Hospice providers are seeking greater clarity when it comes to quality incentives in the Accountable Care Organization Realizing Equity, Access and Community Health (ACO REACH) program.
Introduced in late February, ACO REACH replaces the Global and Professional Direct Contracting (GPDC) models. CMS indicated that the program reflects its refreshed priorities for payment system demonstrations.
Among these priorities are improving the quality and cost of care for beneficiaries and a focus on diversity, equity and inclusion. Providers participating in the new model “are expected to use a model of care designed to serve individuals with complex needs,” according to CMS guidelines.
While in the program’s first year CMS is not penalizing providers that do not report these data, strong performance on these metrics would open up shared savings opportunities within ACO REACH, according to John Dickey, chief operating officer at Acclivity Health.
“It can actually have a pretty good impact on quality scores for the ACO if they’re able to capture that data and report it back to CMS,” said Dickey during a recent Acclivity Health webinar. “There’s no stick for that one, just a carrot, but we do expect that to change in future years once ACOs have time to get their arms around that collection of data.”
The program’s design will allow ACOs to keep more of the savings that they generate and reduce risk based on quality performance, according to Dickey.
Initially, the agency is focusing on two key metrics, all-cause hospital readmissions and unplanned admissions for patients who have multiple chronic conditions. CMS plans to publicly report aggregate quality and financial performance data each quarter.
Two voluntary risk-sharing options exist under the ACO REACH model. Contracted agencies will choose between a global, Total Care Capitation option and a professional, Primary Care Capitation option.
Each of these involves a capitated, risk-adjusted monthly payment for enhanced primary care services. These mirror the parameters for direct contracting, in which providers bore 100% of the risk associated with eligible patients for the global option or 50% risk with the professional option.
Quality is an essential element of the financial methodology underlying the program. CMS will withhold 2% of the capitation rate until a plan’s performance is consistent with the agency’s quality thresholds. This quality withhold is reduced from the 5% that would have existed in the discontinued direct contracting models.
CMS launched ACO REACH following public debate about the direct contracting models. This included calls from Sen. Elizabeth Warren, (D-Mass.) for CMS to eliminate the program, saying that it would leave Medicare vulnerable to what she called “corporate profiteers.”
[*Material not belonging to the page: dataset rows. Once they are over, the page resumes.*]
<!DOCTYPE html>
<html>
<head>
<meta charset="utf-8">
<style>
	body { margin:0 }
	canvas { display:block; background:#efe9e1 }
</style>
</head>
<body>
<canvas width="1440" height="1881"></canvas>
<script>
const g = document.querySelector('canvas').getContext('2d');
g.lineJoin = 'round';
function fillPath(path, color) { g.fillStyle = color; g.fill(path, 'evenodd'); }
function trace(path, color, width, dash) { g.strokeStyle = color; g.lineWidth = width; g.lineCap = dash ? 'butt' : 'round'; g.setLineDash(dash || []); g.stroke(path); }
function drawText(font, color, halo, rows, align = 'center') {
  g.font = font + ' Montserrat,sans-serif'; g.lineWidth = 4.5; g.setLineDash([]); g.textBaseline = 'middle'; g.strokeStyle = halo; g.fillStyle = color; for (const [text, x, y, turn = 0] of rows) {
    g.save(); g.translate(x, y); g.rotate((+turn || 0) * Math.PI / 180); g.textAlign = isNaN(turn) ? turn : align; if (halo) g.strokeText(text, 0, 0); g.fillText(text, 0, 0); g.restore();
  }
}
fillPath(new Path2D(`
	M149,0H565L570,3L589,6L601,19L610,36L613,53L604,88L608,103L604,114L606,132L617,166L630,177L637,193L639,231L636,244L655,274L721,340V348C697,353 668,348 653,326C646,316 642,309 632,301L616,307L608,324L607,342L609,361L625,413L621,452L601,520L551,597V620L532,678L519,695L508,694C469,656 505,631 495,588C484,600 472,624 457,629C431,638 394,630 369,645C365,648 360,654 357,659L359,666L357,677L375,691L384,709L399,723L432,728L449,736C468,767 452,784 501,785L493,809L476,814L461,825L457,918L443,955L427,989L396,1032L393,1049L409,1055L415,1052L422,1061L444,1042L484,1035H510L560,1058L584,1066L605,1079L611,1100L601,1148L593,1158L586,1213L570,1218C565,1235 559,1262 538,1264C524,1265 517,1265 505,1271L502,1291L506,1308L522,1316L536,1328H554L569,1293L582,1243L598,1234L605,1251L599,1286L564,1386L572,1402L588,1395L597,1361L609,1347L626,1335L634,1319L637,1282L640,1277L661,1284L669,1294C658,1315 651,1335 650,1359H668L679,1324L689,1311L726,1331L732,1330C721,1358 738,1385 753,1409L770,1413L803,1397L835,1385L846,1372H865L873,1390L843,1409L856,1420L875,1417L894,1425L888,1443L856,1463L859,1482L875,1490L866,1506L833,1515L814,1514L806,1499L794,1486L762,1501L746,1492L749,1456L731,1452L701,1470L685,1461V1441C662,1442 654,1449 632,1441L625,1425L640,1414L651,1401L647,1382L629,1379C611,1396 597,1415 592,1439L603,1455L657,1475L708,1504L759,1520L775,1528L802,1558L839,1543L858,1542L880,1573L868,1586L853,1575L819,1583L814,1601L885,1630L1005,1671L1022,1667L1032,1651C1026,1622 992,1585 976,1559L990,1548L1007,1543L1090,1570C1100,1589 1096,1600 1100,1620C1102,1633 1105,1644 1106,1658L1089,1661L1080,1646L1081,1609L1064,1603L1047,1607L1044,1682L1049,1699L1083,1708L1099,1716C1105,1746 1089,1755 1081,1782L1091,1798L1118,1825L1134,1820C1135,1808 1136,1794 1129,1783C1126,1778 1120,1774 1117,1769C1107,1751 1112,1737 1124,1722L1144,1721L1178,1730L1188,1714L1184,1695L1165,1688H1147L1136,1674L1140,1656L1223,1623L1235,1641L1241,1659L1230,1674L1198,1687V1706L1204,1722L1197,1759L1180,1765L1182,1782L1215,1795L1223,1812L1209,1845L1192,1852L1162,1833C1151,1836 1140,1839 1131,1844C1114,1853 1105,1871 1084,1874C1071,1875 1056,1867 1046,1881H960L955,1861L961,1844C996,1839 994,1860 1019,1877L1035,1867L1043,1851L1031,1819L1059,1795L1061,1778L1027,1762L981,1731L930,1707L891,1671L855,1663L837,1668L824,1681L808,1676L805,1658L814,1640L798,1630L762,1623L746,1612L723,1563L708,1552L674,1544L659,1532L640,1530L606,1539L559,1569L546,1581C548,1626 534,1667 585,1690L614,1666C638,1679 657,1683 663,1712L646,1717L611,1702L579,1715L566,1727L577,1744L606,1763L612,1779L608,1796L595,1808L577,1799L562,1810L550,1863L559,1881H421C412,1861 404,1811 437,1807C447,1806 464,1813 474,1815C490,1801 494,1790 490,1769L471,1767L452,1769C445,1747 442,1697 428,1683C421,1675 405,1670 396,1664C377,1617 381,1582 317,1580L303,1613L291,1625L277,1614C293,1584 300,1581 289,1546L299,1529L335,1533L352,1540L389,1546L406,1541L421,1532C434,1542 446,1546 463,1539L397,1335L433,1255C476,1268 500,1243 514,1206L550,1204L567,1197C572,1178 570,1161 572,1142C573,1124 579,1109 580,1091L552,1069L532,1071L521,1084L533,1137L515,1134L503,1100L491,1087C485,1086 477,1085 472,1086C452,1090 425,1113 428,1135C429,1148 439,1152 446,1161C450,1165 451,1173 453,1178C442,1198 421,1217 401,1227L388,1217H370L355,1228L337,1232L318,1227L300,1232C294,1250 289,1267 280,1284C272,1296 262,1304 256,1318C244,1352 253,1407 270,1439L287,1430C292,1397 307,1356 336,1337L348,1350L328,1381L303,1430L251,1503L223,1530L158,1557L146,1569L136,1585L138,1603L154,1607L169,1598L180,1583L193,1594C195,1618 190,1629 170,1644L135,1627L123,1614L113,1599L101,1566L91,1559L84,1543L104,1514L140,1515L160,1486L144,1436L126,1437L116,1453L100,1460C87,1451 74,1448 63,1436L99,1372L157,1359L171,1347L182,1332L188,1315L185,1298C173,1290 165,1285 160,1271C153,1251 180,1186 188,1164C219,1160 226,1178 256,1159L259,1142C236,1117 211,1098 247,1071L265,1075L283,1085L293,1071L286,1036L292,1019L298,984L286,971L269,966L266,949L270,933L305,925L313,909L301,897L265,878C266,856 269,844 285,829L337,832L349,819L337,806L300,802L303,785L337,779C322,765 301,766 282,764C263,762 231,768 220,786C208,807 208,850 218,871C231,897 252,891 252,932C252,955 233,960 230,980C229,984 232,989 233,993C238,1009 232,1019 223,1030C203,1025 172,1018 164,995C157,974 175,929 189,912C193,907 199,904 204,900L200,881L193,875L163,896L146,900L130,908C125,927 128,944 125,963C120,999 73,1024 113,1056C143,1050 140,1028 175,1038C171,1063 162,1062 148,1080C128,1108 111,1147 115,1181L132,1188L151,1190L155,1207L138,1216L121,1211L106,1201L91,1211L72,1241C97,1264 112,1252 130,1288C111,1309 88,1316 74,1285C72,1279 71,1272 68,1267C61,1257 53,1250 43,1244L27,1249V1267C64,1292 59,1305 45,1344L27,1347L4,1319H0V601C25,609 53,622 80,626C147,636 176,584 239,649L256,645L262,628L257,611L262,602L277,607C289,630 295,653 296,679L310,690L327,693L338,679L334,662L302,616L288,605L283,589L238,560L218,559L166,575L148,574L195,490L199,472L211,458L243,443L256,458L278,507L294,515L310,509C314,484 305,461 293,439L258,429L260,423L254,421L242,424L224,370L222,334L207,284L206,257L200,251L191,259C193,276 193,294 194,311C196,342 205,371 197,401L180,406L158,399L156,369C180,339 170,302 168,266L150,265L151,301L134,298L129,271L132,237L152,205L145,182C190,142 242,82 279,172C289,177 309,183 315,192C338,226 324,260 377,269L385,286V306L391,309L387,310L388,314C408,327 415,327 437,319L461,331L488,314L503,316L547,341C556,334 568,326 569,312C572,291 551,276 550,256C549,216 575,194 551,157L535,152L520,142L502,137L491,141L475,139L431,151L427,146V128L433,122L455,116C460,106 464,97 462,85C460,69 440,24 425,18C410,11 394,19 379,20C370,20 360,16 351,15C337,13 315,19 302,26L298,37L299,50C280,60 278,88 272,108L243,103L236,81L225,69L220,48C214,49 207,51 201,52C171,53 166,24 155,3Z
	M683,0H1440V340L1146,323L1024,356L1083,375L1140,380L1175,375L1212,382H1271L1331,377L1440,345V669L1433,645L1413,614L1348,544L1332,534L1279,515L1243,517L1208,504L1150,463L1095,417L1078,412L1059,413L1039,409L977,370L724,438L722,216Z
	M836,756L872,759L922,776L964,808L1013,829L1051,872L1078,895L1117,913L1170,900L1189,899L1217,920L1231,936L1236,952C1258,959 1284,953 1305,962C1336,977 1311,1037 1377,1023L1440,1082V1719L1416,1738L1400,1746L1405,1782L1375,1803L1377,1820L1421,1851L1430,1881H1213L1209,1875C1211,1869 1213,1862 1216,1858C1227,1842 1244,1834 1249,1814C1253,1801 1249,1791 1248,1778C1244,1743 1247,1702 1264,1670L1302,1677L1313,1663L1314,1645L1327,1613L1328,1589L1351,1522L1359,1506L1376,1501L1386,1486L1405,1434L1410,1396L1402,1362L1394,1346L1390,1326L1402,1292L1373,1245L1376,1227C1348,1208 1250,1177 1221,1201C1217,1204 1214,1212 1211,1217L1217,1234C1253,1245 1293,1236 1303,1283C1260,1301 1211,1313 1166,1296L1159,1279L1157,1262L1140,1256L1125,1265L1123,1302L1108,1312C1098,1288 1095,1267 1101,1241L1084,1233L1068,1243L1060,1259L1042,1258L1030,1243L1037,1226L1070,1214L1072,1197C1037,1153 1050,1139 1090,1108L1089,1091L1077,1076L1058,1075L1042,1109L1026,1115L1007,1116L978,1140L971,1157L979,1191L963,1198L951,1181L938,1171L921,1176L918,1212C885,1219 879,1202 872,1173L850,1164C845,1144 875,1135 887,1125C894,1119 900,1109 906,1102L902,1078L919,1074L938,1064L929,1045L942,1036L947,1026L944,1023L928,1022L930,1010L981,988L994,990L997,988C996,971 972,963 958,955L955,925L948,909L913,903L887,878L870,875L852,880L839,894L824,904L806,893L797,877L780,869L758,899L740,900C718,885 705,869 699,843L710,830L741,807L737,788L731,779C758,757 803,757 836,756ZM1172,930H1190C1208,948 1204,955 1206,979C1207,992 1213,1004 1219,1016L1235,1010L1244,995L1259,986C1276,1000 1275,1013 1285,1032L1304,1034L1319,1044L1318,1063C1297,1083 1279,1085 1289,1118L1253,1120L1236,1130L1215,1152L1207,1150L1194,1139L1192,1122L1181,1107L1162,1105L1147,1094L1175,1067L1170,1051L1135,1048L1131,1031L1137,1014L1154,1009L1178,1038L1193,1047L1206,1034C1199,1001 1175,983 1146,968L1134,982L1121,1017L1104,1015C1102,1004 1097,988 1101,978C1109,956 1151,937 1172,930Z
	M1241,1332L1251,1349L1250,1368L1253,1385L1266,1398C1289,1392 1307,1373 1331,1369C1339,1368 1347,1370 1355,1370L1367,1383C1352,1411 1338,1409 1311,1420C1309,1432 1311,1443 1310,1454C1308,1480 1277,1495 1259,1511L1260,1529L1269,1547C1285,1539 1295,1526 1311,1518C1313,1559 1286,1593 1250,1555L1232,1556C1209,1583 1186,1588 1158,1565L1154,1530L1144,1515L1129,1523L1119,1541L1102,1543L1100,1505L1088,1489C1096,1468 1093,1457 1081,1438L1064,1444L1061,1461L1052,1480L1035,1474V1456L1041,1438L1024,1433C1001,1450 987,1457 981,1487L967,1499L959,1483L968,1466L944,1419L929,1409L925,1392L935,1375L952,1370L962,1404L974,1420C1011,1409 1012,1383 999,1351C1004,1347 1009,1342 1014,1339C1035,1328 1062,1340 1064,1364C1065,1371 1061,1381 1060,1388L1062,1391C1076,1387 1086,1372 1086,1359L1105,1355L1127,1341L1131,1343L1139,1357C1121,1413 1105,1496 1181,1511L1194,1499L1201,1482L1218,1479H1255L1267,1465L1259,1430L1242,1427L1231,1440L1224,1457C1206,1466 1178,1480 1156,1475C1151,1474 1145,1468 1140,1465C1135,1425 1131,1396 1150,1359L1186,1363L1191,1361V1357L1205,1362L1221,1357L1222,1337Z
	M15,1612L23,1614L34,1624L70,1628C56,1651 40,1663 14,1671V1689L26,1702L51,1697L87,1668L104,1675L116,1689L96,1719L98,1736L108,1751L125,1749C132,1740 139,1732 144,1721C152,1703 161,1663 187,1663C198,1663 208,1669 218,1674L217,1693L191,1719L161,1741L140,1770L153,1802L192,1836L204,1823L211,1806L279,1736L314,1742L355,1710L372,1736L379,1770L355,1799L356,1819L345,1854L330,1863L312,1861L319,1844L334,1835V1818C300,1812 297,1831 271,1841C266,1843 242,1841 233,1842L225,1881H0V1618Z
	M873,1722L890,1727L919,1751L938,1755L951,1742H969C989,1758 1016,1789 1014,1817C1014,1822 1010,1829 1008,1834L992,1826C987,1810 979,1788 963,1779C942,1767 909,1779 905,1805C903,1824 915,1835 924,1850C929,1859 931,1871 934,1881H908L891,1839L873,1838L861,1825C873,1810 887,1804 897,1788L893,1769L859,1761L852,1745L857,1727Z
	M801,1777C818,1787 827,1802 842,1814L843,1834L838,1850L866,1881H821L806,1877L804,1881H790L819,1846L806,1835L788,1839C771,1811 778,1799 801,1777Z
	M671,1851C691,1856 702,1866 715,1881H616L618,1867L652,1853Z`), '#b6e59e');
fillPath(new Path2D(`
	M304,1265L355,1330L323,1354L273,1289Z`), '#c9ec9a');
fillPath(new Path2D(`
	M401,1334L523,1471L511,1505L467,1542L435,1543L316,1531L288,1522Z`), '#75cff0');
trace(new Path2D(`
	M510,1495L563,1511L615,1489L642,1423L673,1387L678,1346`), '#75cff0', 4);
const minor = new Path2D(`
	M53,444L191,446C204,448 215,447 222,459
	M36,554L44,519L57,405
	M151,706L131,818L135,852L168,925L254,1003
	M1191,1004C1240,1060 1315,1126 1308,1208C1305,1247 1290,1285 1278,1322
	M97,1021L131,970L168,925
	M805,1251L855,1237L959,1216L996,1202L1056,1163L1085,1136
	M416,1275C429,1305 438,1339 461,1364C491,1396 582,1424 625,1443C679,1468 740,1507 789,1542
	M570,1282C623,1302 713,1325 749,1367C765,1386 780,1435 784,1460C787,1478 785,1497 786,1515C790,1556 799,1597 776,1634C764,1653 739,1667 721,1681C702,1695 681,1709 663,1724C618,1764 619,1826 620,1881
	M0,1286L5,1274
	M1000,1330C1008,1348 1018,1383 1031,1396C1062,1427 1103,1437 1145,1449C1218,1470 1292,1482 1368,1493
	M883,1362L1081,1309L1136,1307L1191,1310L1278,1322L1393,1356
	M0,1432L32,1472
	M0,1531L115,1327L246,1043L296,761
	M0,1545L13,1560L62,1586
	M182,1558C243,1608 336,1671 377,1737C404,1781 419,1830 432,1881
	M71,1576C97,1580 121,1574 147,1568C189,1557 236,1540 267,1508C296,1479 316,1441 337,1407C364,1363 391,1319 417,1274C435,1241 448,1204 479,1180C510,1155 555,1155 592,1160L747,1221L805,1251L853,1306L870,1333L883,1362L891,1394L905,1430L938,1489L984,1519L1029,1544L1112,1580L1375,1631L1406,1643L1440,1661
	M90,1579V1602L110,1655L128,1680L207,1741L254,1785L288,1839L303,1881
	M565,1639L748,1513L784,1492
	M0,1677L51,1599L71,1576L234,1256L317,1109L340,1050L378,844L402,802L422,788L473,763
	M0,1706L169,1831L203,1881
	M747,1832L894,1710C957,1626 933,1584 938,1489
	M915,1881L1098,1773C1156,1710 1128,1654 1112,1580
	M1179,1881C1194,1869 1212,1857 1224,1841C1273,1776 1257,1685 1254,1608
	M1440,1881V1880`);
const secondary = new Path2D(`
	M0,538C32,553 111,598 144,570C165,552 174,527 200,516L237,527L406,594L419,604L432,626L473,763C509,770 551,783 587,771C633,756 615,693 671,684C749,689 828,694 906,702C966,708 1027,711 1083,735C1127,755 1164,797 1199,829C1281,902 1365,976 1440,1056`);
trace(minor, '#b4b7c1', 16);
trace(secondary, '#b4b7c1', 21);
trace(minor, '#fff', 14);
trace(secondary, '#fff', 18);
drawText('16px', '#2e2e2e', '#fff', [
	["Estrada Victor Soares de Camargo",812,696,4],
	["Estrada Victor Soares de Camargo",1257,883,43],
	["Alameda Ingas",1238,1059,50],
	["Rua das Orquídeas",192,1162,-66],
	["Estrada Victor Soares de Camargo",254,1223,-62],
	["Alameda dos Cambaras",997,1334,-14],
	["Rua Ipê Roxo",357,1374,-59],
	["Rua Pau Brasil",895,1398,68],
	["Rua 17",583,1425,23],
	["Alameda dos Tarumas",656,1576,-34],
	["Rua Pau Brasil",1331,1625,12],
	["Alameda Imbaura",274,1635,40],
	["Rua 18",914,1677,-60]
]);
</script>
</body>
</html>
CMS made the withhold reductions partly in response to these concerns, according to Yoni Kozlowski, health insurance specialist at the Center for Medicare & Medicaid Innovation (CMMI).
The discount and quality amounts withheld will rise from performance year to performance year throughout the ACO REACH demonstration, but at lower rates than in the direct contracting models, according to Kozlowski.
“We have updated the ‘glide path’ in the discount and quality withhold, [or] the way the discount and the quality withholds change over time,” said Kozlowski during a recent CMS webinar. “We went back and did some analysis, and essentially realized that we wanted to revise down those values to percentages that we felt were more appropriate for the ACO REACH model that created fair and accurate benchmarks with the right incentives in place.”
Though many hospices expect a seamless transition from direct contracting to ACO REACH, they will need a solid understanding of the new quality and compliance pieces.
Other elements that CMS will assess include whether patients are being moved in or out of Medicare Advantage plans and the potential misuse of beneficiary data.
They are also taking a closer look at marketing practices of participating providers. Though these are aspects CMS already monitors, providers can expect “a bit more strict review,” according to Dickey.
“As far as the impact, most of these [changes] probably aren’t going to create too much complexity compared to what direct contracting entities have had to do over the almost a year and a half,” said Dickey. “[But] expect to spend a little bit more time responding to CMS requests or audits than you’ve had to in the past.”
The first performance year of the redesigned ACO Reach model will take effect on Jan. 1, 2023. CMS began accepting applications earlier this month, with the submission window set to close on April 22. The demonstration period is set to complete by 2026.